> **Action item**: Every line from the one with "g.lineJoin = 'round';" to the one with "function stroke(path, color, width, dash)", including those two, is to be copied exactly; all other lines of the entries below are left out.

> **Exercise data**:
= = = = = = =

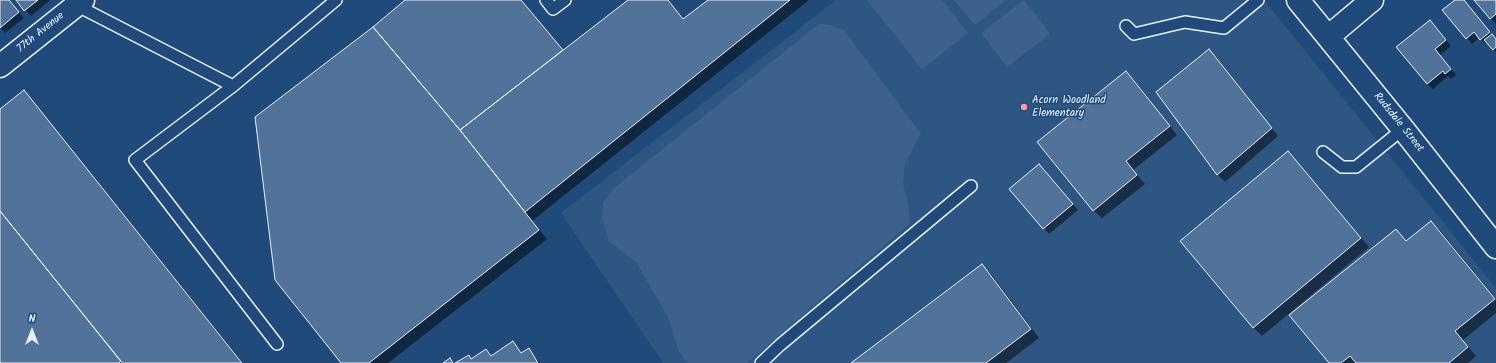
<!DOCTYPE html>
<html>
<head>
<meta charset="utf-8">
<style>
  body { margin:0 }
  #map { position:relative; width:1496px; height:363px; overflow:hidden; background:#1f4a7a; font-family:Kalam,sans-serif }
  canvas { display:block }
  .north { position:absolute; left:12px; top:311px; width:40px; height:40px; -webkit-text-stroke:3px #1f4a7a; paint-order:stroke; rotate:0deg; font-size:11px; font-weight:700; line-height:16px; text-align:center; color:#e8f1f8 }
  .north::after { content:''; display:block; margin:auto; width:14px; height:18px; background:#e8f1f8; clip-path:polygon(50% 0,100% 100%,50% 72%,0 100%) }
</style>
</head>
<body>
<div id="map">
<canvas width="1496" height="363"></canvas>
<div class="north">N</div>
</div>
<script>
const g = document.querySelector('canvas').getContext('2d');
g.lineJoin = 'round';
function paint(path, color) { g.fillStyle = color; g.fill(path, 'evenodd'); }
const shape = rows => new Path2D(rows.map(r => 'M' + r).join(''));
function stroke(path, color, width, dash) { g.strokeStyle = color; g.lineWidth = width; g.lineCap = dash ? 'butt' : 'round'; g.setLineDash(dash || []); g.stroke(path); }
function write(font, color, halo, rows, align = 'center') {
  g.font = font + ' Kalam,sans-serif'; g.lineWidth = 3; g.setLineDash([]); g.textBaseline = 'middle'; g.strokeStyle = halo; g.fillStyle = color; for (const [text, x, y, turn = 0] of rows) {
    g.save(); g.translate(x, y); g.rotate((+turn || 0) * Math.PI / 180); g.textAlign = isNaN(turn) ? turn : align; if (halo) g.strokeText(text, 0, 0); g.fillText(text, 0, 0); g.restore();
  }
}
paint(shape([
  [836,0,1264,0,1496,288,1496,363,663,363,561,213]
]), '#2e5683');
paint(shape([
  [867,0,942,0,968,33,922,69],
  [954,0,1006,0,975,25],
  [1024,0,1050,34,1007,67,981,33],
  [819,24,830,25,844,30,921,134,905,163,903,183,908,204,910,223,747,363,688,363,679,351,668,317,636,262,609,241,602,218,603,203,614,188]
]), '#3c628c');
paint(shape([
  [0,0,9,0,24,18,5,33,0,27],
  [17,0,50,0,31,16],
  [407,0,521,0,564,51,629,0,669,0,684,20,710,0,809,0,532,221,547,239,388,363,343,363,373,28],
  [1457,0,1463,0,1495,38,1496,40,1496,52,1488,43,1486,44,1479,38,1472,44,1467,38],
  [1476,0,1496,0,1496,24,1490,18],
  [1435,26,1451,46,1440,55,1456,75,1451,79,1448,76,1433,89,1427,84],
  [1208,50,1216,57,1278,136,1225,182,1217,174],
  [1126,72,1134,80,1177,135,1133,170,1145,184,1102,218,1093,210],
  [24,92,32,100,243,363,0,363,0,111],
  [1288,152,1369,247,1262,336,1253,327],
  [1039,165,1078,210,1049,234,1011,189],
  [1431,222,1440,230,1496,299,1496,313,1463,340,1476,356,1468,363,1330,363,1396,230,1407,242],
  [982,266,991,274,1039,338,1006,363,853,363],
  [513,343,522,353,528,349,540,363,457,363,468,356,472,360,486,351,492,356]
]), '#0007');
const building = shape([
  [0,0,9,0,19,12,0,28,0,0],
  [16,0,38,0,24,11,16,0],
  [405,0,521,0,563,50,460,130,373,27,405,0],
  [628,0,668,0,683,19,708,0,790,0,525,212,460,130,628,0],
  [1455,0,1464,0,1490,32,1480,40,1474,32,1466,39,1442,10,1455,0],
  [1474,0,1496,0,1496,14,1490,19,1474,0],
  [1430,20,1446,40,1435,49,1451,69,1445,74,1443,71,1427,84,1396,47,1430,20],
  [373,27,460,130,539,230,369,363,341,363,275,280,255,117,373,27],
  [1492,34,1496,39,1496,47,1493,50,1484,40,1492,34],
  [1209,49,1272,128,1217,175,1156,92,1209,49],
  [1126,71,1170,126,1126,161,1137,175,1093,211,1037,142,1126,71],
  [24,90,242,363,122,363,0,211,0,109,24,90],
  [1288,151,1361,238,1253,328,1180,241,1288,151],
  [1039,164,1073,204,1043,229,1009,189,1039,164],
  [0,211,121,361,119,363,0,363,0,211],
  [1431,221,1495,299,1455,331,1468,347,1449,363,1356,363,1350,356,1341,363,1329,363,1289,315,1396,229,1406,241,1431,221],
  [982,264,1031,329,986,363,851,363,982,264],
  [513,341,521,353,529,348,538,363,455,363,469,355,471,359,486,349,491,356,513,341],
  [450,358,453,363,443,363,450,358]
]);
paint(building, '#517399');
stroke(building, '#e8f1f8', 1);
const service = shape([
  [546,0,553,9,565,0],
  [76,5,233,86,336,0],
  [1126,26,1134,34,1185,22,1224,28,1258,0],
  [233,86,135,160,277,344],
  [1323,152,1342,167,1356,167,1403,129],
  [761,363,780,345,971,186]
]);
const minor = shape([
  [1298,0,1403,129,1496,247],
  [1328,37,1372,0],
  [0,66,83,0]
]);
stroke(service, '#e8f1f8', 14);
stroke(minor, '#e8f1f8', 25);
stroke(service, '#1f4a7a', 11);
stroke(minor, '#1f4a7a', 22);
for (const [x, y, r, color] of [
  [1024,107,4,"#ff9aa2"]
]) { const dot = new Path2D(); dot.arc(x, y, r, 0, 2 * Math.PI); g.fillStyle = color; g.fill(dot); stroke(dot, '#1f4a7a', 1.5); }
write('11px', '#e8f1f8', '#1f4a7a', [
  ["77th Avenue",41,33,-39],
  ["Rudsdale Street",1398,123,51]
]);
write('11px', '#e8f1f8', '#1f4a7a', [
  ["Acorn Woodland",1032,101],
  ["Elementary",1032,114]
], 'left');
</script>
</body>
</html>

= = = = = = =

> **Your response**:
g.lineJoin = 'round';
function paint(path, color) { g.fillStyle = color; g.fill(path, 'evenodd'); }
const shape = rows => new Path2D(rows.map(r => 'M' + r).join(''));
function stroke(path, color, width, dash) { g.strokeStyle = color; g.lineWidth = width; g.lineCap = dash ? 'butt' : 'round'; g.setLineDash(dash || []); g.stroke(path); }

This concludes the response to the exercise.